6. Moreover he said, I am the God of thy father, the God of Abraham, the God of Isaac, & the God of Jacob. & Moses hid his face; for he was afraid to look upon God."
 
 
- Exodus, Ch.3







 

Endless Rhythm by Robert Delaunay, 1934


 
 
Recently, my uncle & aunt sent me this image on a birthday card. It completely knocked me out. It was new to me: Delaunay had been nothing more than a name. I realised that I responded powerfully to the image because it seemed to me to refer to other images which hold great significance for me. I want to tell you what those images are, go into some aspects of what they mean, & show how this illuminates this painting.
 
This painting is on display in Tate Modern. You can find out more about it on the Tate website here: http://www.tate.org.uk/art/artworks/delaunay-endless-rhythm-t01233
 
 
A phrase which I thought of to describe this painting is - a circuit of continous flow.

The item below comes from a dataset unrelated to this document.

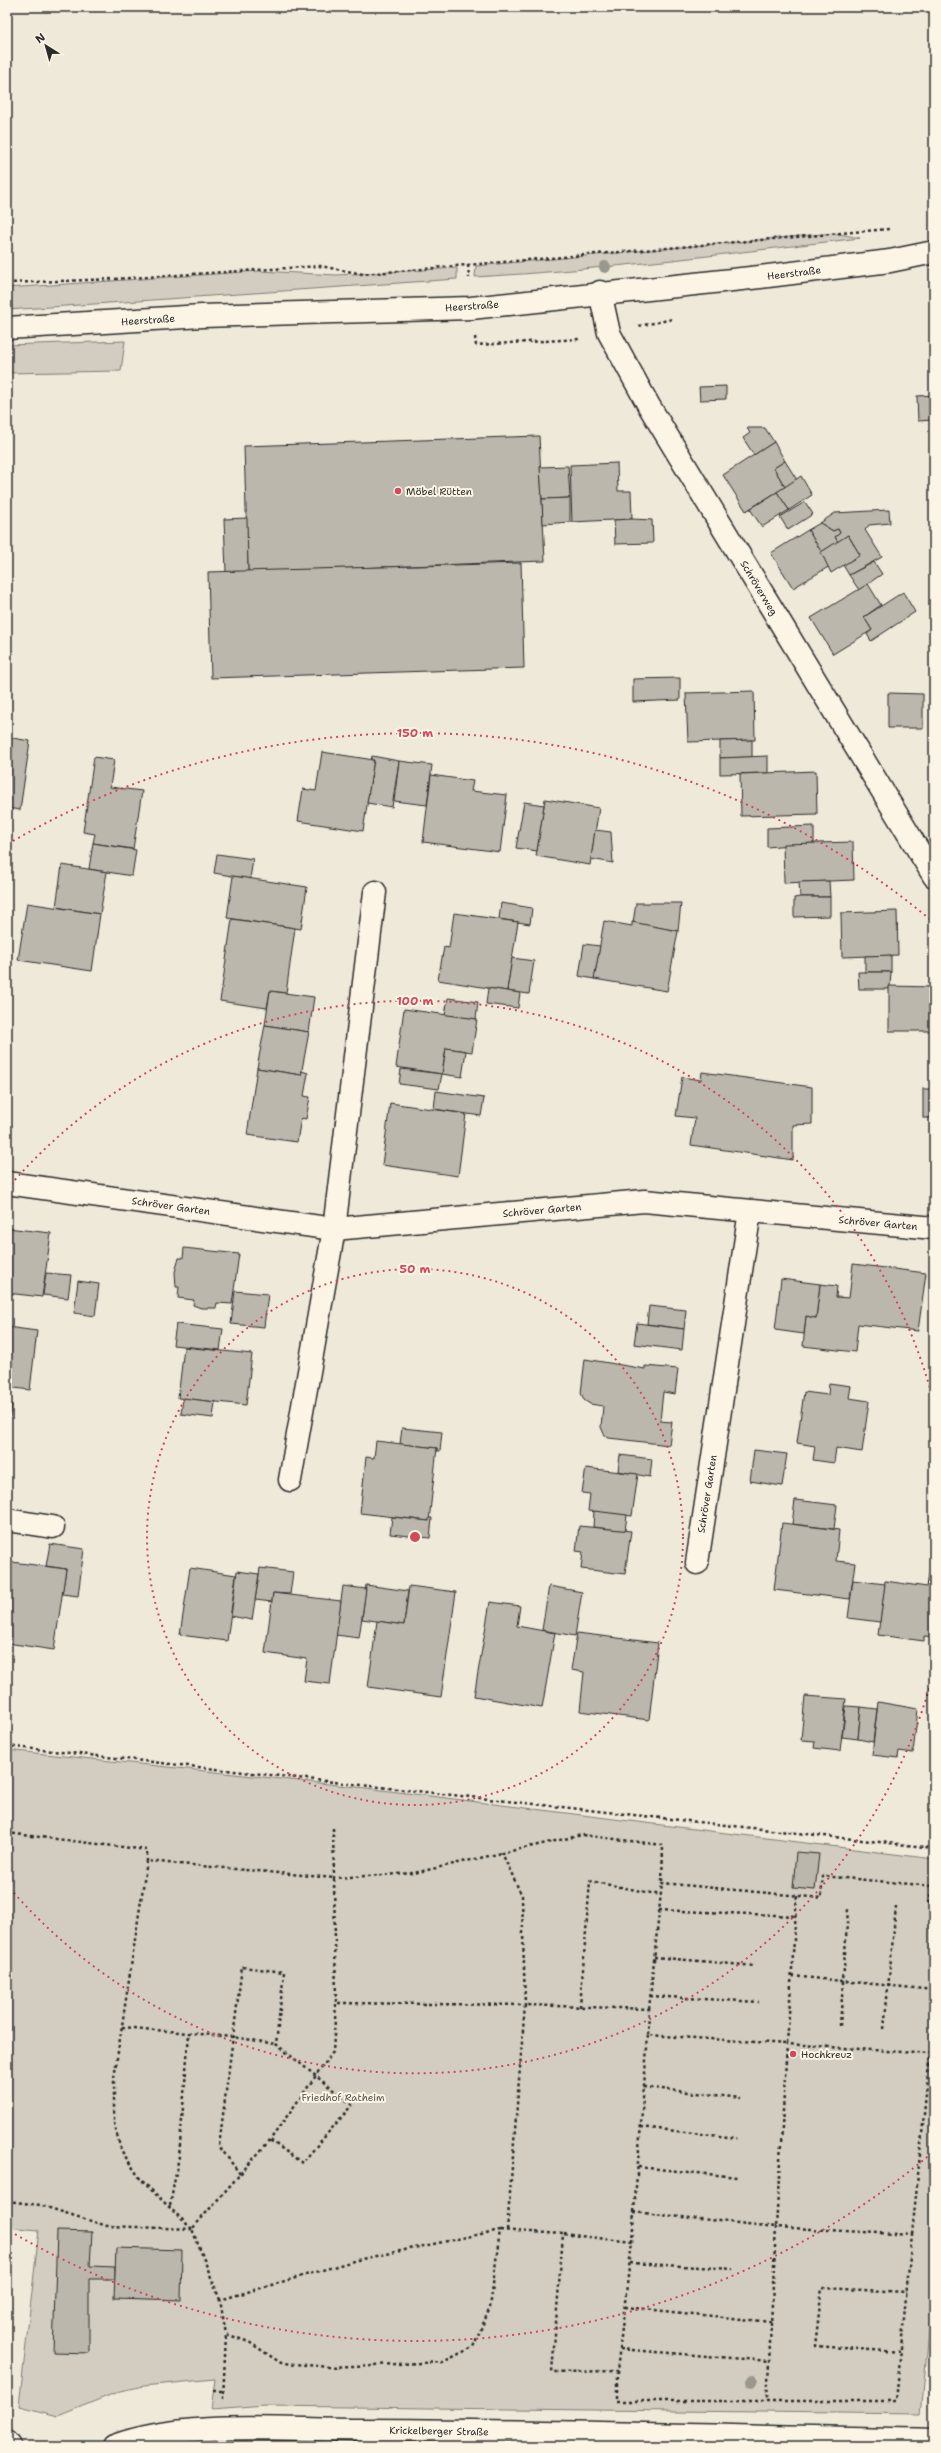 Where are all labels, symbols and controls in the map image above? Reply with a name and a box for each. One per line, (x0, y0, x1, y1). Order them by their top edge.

The first image I was reminded of is the Yin/Yang sign:






 



When you look at the 3 circles in Endless Rhythm with the opposition black/white, the similarity is obvious. The yin/yang sign is a description of the fundamental energies in the universe, & how they are in dynamic tension. Yin (black) is considered to be female energy & yang (white) is male energy. You will notice that there is a spot of yin inside the yang, & a corresponding spot of yang inside the yin. The significance of this is that while one side - let us say for the sake of example yin - waxes & waxes to its maximum, there is still a spot of yang remaining which will be the root of the reaction, the point from which in turn yang will wax & wax, until it reaches its maximum, whereupon the remaining spot of yin within the yang comes into play: and so on indefinitely, or at least until the end of the universe, if there is such an event.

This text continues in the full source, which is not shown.